Directions: Search the lines of the records for the word "overflow", and copy every line that has it.

################

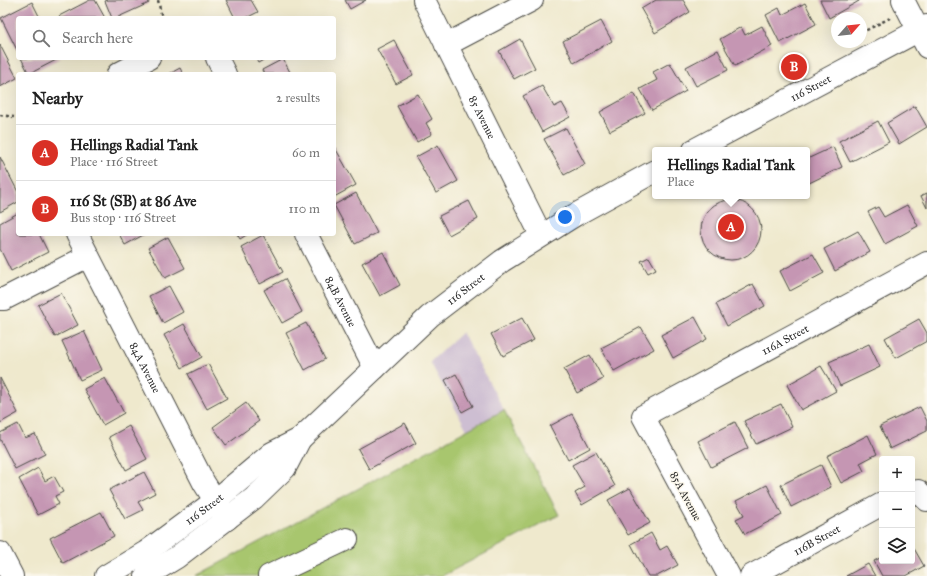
<!DOCTYPE html>
<meta charset="utf-8">
<style>
body{margin:0;font-family:"IM FELL Great Primer",serif;background:#f6f6f6;color:#222}
.controls{position:absolute;right:12px;bottom:12px;display:grid;overflow:hidden;border-radius:4px;box-shadow:0 4px 16px #0002}
.controls button{width:36px;height:36px;display:grid;place-items:center;padding:0;border:0;border-bottom:1px solid #e0e0e0;background:#fff;color:#222;font:20px sans-serif}
.compass{position:absolute;left:831px;top:12px;width:36px;height:36px;border-radius:50%;background:#fff;box-shadow:0 4px 16px #0002;rotate:62deg}
.you{position:absolute;left:565px;top:217px;width:14px;height:14px;margin:-10px;border:3px solid #fff;border-radius:50%;background:#1a73e8;box-shadow:0 0 0 6px #1a73e833}
.badge{display:grid;place-items:center;width:26px;height:26px;border-radius:50%;background:#d93025;color:#fff;font-size:13px;font-weight:700}
.pin{position:absolute;translate:-50% -50%;border:2px solid #fff;box-shadow:0 1px 4px #0006}
.popup{position:absolute;left:652px;top:147px;width:158px;height:52px;box-sizing:border-box;display:grid;place-content:center;border-radius:4px;background:#fff;filter:drop-shadow(0 1px 3px #0005);font-size:13px;white-space:nowrap;color:#767676}
.popup b{font-size:15px;color:#222}
.popup::after{content:'';position:absolute;left:50%;top:100%;margin-left:-8px;border:8px solid transparent;border-top-color:#fff}
.list{margin:0;padding:0;list-style:none}
h2{display:flex;justify-content:space-between;align-items:center;height:52px;margin:0;padding:0 16px;font-size:17px}
h2 small{font-size:13px;font-weight:400;color:#767676}
.list li{display:grid;grid-template-columns:26px 1fr auto;gap:12px;align-items:center;box-sizing:border-box;height:56px;padding:0 16px;border-top:1px solid #e0e0e0}
.list b{display:block;font-size:15px;white-space:nowrap}
.list p{margin:0;font-size:13px;white-space:nowrap;color:#767676}
.list em{font-size:13px;font-style:normal;color:#767676}
.icon{flex:none;width:22px;height:22px;fill:none;stroke:currentColor;stroke-width:2;stroke-linecap:round;stroke-linejoin:round}
.map{position:relative;flex:none;width:927px;height:576px;overflow:hidden}
.search{position:absolute;background:#fff;box-shadow:0 4px 16px #0002;left:16px;top:16px;width:320px;height:44px;display:flex;align-items:center;gap:10px;box-sizing:border-box;padding:0 14px;border-radius:4px;color:#767676;font-size:15px}
.panel{position:absolute;background:#fff;box-shadow:0 4px 16px #0002;left:16px;top:72px;width:320px;height:164px;border-radius:4px}
.map>svg:first-child{display:block}
.industrial{fill:#cdbed2}
.green{fill:#a8c66e;stroke:#6a784c}
.building{fill:#c596b3}
.lines{fill:none;stroke-linecap:round;stroke-linejoin:round}
.minor-casing{stroke:#484843;stroke-width:24}
.path{stroke:#484843;stroke-width:2.5;stroke-dasharray:3 3;stroke-linecap:butt}
.minor{stroke:#fff;stroke-width:22}
.labels{text-anchor:middle;stroke-width:3;stroke-linejoin:round;paint-order:stroke}
.street-label{font-size:11px;fill:#2b2b2b;stroke:#fbf7ec}
</style>
<div class="map">
<svg width="927" height="576" viewBox="0 0 927 576">
<rect width="100%" height="100%" fill="#fbf7ec"/>
<filter id="ink" filterUnits="userSpaceOnUse"><feTurbulence type="fractalNoise" baseFrequency=".025" numOctaves="2"/><feDisplacementMap in="SourceGraphic" scale="8" xChannelSelector="R" yChannelSelector="G"/><feConvolveMatrix kernelMatrix="1 2 1 2 8 2 1 2 1" color-interpolation-filters="sRGB"/></filter>
<filter id="wash" filterUnits="userSpaceOnUse"><feTurbulence type="fractalNoise" baseFrequency=".012" numOctaves="4" result="noise"/><feDisplacementMap in="SourceGraphic" scale="16" xChannelSelector="R" yChannelSelector="G"/><feGaussianBlur stdDeviation="0.9" result="paint"/><feColorMatrix in="noise" values="0 0 0 0 0 0 0 0 0 0 0 0 0 0 0 0 0 1.4 0 .05"/><feComposite in="paint" operator="in"/></filter>
<g filter="url(#wash)">
<rect width="100%" height="100%" fill="#efe9cd"/>
<!-- industrial -->
<polygon class="industrial" points="462,332 504,410 467,430 430,362"/>
<!-- green -->
<polygon class="green" points="504,410 559,515 442,576 196,576"/>
<g id="blocks">
<!-- building -->
<g class="building">
<polygon points="90,0 95,0 105,18 60,18 59,16"/>
<polygon points="108,0 148,0 149,3 116,18 112,18 105,1"/>
<polygon points="226,0 251,0 258,12 246,18 235,18"/>
<polygon points="345,0 366,0 350,9"/>
<polygon points="656,0 683,0 690,12 655,33 641,9"/>
<polygon points="820,0 859,0 859,1 829,18"/>
<polygon points="32,2 40,18 18,18 18,52 1,18"/>
<polygon points="805,3 816,24 780,43 766,15 779,8 782,15"/>
<polygon points="601,21 612,41 574,63 563,41"/>
<polygon points="762,26 772,46 735,66 720,39 741,27 745,35"/>
<polygon points="520,39 535,68 514,79 499,51"/>
<polygon points="394,40 413,75 396,84 377,49"/>
<polygon points="0,45 17,78 0,87"/>
<polygon points="718,50 728,70 696,86 686,67"/>
<polygon points="21,58 60,58 29,74"/>
<polygon points="255,58 267,58 258,63"/>
<polygon points="283,59 291,74 264,74 262,70"/>
<polygon points="670,63 686,91 652,110 640,89 657,80 653,72"/>
<polygon points="180,68 183,74 169,74"/>
<polygon points="542,86 554,107 562,103 570,117 542,132 523,96"/>
<polygon points="634,93 645,113 610,131 600,112"/>
<polygon points="418,94 432,119 426,123 432,134 417,142 397,106"/>
<polygon points="915,106 927,127 899,144 887,123"/>
<polygon points="878,121 889,142 850,162 839,141"/>
<polygon points="566,128 585,164 564,175 544,139"/>
<polygon points="438,145 458,181 436,193 416,157"/>
<polygon points="334,146 356,185 334,197"/>
<polygon points="833,147 842,167 807,184 807,159"/>
<polygon points="0,157 18,192 18,202 0,212"/>
<polygon points="356,193 377,233 355,244 334,205"/>
<polygon points="927,193 927,208 921,196"/>
<circle cx="731" cy="230" r="30"/>
<polygon points="469,201 478,219 449,235 439,216"/>
<polygon points="907,205 918,226 885,244 868,212 878,207 884,217"/>
<polygon points="18,213 18,234 39,234 48,252 11,271 0,249 0,223"/>
<polygon points="858,231 870,252 835,271 824,249"/>
<polygon points="119,234 145,234 125,245"/>
<polygon points="237,234 248,234 240,239"/>
<polygon points="263,235 283,272 260,284 241,247"/>
<polygon points="168,237 185,268 165,278 148,248"/>
<polygon points="383,252 400,285 380,296 362,263"/>
<polygon points="813,254 824,273 790,291 780,271"/>
<polygon points="649,257 656,269 648,273 641,261"/>
<polygon points="285,279 302,312 282,323 264,290"/>
<polygon points="753,284 765,306 727,326 716,304"/>
<polygon points="169,286 183,312 163,323 149,296"/>
<polygon points="61,293 78,325 55,337 38,305"/>
<polygon points="695,317 707,339 673,358 661,335"/>
<polygon points="522,318 534,340 503,356 491,334"/>
<polygon points="919,319 927,333 927,341 896,358 885,338"/>
<polygon points="306,323 325,359 305,370 286,333"/>
<polygon points="184,324 202,357 182,368 164,335"/>
<polygon points="641,327 654,349 614,371 601,348"/>
<polygon points="84,331 102,370 80,380 62,341"/>
<polygon points="869,344 880,367 840,386 829,362"/>
<polygon points="590,355 603,379 577,393 564,369"/>
<polygon points="208,364 227,398 207,409 188,374"/>
<polygon points="821,366 836,391 801,410 787,385"/>
<polygon points="456,374 473,406 462,412 445,380"/>
<polygon points="0,378 18,413 0,423"/>
<polygon points="105,378 124,413 103,425 84,389"/>
<polygon points="246,403 259,421 226,445 213,427"/>
<polygon points="781,404 792,427 756,444 744,421"/>
<polygon points="920,407 927,421 927,431 890,449 880,426"/>
<polygon points="572,414 590,448 568,460 550,426"/>
<polygon points="735,422 748,448 711,467 698,441"/>
<polygon points="405,423 416,443 369,469 358,449"/>
<polygon points="18,424 25,438 35,434 45,454 15,469 0,439 0,433"/>
<polygon points="129,426 147,459 126,470 109,437"/>
<polygon points="868,435 877,454 860,463 864,471 841,483 827,456"/>
<polygon points="596,452 615,486 582,505 575,493 585,487 572,465"/>
<polygon points="821,465 831,487 791,507 781,485"/>
<polygon points="38,468 45,481 54,476 63,492 55,496 59,504 38,515 19,479"/>
<polygon points="144,472 155,493 138,502 143,510 125,519 109,490"/>
<polygon points="767,485 782,515 745,534 736,519 744,515 736,501"/>
<polygon points="630,488 650,523 628,535 608,500"/>
<polygon points="101,512 114,536 63,563 50,538"/>
<polygon points="651,533 660,550 667,546 678,565 657,576 648,576 631,544"/>
<polygon points="912,545 924,566 906,576 882,576 874,561 882,557 882,561 912,561"/>
<polygon points="868,564 875,576 846,576"/>
</g>
</g>
</g>
<g filter="url(#ink)">
<use href="#blocks" fill-opacity="0" stroke="#484843" stroke-width="1"/>
<g class="lines">
<defs>
<g id="minor">
<path id="s1" d="M424,0l117,235"/>
<polyline points="903,0 927,47"/>
<polyline points="446,45 532,0"/>
<polyline points="217,58 225,74"/>
<polyline points="118,74 149,58"/>
<path id="s2" d="M694,150l233,-124"/>
<path id="s3" d="M77,234l127,249 23,36"/>
<path id="s4" d="M306,234l69,134"/>
<polyline points="0,299 4,299 88,256"/>
<polyline points="912,492 918,491 927,500"/>
<polyline points="0,553 12,576"/>
<path id="s5" d="M106,576l40,-24 69,-51 57,-48 28,-14 130,-123 72,-55 73,-46 80,-44"/>
<polyline points="146,576 177,557 254,498 285,468 300,439"/>
<polyline points="269,576 347,539"/>
<path id="s6" d="M729,576l-86,-160 284,-153"/>
<path id="s7" d="M751,576l131,-72"/>
</g>
</defs>
<!-- minor casing -->
<use href="#minor" class="minor-casing"/>
<!-- path -->
<g class="path">
<polyline points="158,0 162,18"/>
<polyline points="861,33 890,18"/>
<polyline points="0,115 14,117"/>
</g>
<!-- minor -->
<use href="#minor" class="minor"/>
</g>
</g>
<g class="labels">
<!-- street labels -->
<g class="street-label">
<text dy="4" stroke="none"><textPath href="#s2" startOffset="132">116 Street</textPath></text>
<text dy="4" stroke="none"><textPath href="#s1" startOffset="131">85 Avenue</textPath></text>
<text dy="4" stroke="none"><textPath href="#s5" startOffset="462">116 Street</textPath></text>
<text dy="4" stroke="none"><textPath href="#s4" startOffset="76">84B Avenue</textPath></text>
<text dy="4" stroke="none"><textPath href="#s6" startOffset="343">116A Street</textPath></text>
<text dy="4" stroke="none"><textPath href="#s3" startOffset="150">84A Avenue</textPath></text>
<text transform="translate(686 496) rotate(62)" y="4">85A Avenue</text>
<text dy="4" stroke="none"><textPath href="#s5" startOffset="119">116 Street</textPath></text>
<text dy="4" stroke="none"><textPath href="#s7" startOffset="75">116B Street</textPath></text>
</g>
</g>
</svg>
<div class="controls">
<button>+</button>
<button>−</button>
<button><svg class="icon" aria-label="layers" viewBox="0 0 24 24"><path d="M12 4l9 5-9 5-9-5zM3 14l9 5 9-5"/></svg></button>
</div>
<svg class="compass" viewBox="-18 -18 36 36"><path d="M0-13l5 13h-10z" fill="#e53935"/><path d="M0 13l5-13h-10z" fill="#767676"/></svg>
<div class="you"></div>
<div class="pin badge" style="left:731px;top:227px">A</div>
<div class="popup"><b>Hellings Radial Tank</b>Place</div>
<div class="pin badge" style="left:794px;top:67px">B</div>
<div class="search"><svg class="icon" aria-label="search" viewBox="0 0 24 24"><circle cx="10" cy="10" r="6"/><path d="M15 15l6 6"/></svg>Search here</div>
<section class="panel">
<h2>Nearby<small>2 results</small></h2>
<ul class="list">
<li><span class="badge">A</span><div><b>Hellings Radial Tank</b><p>Place · 116 Street</p></div><em>60 m</em></li>
<li><span class="badge">B</span><div><b>116 St (SB) at 86 Ave</b><p>Bus stop · 116 Street</p></div><em>110 m</em></li>
</ul>
</section>
</div>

################

Exercise response:
.controls{position:absolute;right:12px;bottom:12px;display:grid;overflow:hidden;border-radius:4px;box-shadow:0 4px 16px #0002}
.map{position:relative;flex:none;width:927px;height:576px;overflow:hidden}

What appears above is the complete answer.